Bob and Pat Kill like to leave their South Bend home during winter and spend the season in a place where they don’t have to shovel a foot of snow.
It was in St. George, Utah — a small, artsy town in the southwestern part of the state, near the border with Nevada and Arizona — that the couple found a gem.
The Kills discovered a statue of abolitionist and underground railroad conductor Harriet Tubman. Bob was impressed by the level of detail that sculptor Gary Lee Price brought to the piece.
“The artistry is very impressive, and even more impressive is the story of Harriet Tubman,” Bob said.
The Kills were so moved by the piece that they purchased a small, unfinished model of the statue and brought it back to South Bend.
Here, they showed it to Alfred Guillaume, who is a retired Indiana University South Bend professor, and his wife, Melanie Smith-Guillaume.

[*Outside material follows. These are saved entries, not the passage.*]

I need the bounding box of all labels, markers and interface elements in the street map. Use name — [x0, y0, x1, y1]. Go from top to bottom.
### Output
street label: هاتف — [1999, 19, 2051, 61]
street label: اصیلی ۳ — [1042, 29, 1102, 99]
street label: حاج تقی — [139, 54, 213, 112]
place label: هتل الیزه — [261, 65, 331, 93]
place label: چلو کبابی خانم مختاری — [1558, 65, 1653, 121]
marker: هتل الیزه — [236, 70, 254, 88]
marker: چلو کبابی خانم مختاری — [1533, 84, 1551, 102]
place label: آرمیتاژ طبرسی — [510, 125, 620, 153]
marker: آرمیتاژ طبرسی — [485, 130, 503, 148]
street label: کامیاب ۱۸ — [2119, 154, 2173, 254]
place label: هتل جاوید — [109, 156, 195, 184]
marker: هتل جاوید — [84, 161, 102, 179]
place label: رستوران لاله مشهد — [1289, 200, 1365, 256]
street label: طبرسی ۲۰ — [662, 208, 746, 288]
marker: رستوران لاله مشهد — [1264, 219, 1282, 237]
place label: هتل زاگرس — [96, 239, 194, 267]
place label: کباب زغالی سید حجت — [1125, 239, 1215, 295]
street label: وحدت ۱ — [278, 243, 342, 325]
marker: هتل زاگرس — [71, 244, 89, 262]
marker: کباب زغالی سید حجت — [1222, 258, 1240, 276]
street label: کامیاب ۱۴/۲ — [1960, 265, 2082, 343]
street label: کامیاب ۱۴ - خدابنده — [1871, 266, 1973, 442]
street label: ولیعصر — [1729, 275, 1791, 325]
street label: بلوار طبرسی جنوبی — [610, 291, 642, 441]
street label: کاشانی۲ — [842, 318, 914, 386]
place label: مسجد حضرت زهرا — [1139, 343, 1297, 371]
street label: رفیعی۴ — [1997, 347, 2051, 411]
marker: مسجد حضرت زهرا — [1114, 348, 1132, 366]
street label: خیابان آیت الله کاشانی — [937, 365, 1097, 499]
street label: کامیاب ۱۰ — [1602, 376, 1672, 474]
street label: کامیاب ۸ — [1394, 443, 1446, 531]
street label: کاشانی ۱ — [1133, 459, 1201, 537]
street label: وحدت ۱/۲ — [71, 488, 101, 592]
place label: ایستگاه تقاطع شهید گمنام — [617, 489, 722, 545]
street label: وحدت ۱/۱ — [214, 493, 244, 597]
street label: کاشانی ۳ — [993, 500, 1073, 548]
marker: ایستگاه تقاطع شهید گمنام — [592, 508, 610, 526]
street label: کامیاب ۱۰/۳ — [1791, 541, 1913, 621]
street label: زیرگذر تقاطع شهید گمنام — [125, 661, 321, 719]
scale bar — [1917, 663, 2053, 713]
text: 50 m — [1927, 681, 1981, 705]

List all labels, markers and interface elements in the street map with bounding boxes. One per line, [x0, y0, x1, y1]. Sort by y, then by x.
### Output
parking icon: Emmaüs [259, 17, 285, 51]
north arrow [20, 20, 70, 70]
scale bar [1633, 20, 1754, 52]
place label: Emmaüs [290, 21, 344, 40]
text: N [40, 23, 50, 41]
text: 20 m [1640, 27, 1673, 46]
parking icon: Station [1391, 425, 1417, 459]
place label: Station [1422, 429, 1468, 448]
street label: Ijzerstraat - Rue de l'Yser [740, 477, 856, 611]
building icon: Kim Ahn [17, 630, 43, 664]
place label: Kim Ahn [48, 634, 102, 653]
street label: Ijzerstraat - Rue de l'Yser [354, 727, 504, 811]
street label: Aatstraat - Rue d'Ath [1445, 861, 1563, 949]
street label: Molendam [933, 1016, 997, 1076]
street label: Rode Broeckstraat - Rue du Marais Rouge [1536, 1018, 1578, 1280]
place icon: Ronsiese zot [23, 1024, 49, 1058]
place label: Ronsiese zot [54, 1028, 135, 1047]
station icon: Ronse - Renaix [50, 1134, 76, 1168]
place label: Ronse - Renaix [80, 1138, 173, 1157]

The Guillaumes immediately saw its value and agreed with the Kills that a full-size version of the statue should be placed in a park in South Bend.
A mini version of the Tubman statue some residents of South Bend are raising money to have brought here.
Alfred said although Tubman operated on the Maryland branch of the underground railroad, her work as an abolitionist can be used to tell the story of underground railroad conductors who operated in Indiana and Michigan.
The retired professor noted that the Michiana area played a role in resistance efforts to return escaped slaves to bondage. The efforts led to the passage of the Fugitive Slave Act of 1850, a reaction to the aid that escaped slaves received in the North.
Alfred said the statue of Tubman would have “extraordinary educational value” in South Bend.
“She is a true American hero who represents the struggle of Black people trying to be free,” he said. “Hers is a story of courage resilience, determination and survival that is the story we want our citizens to understand.”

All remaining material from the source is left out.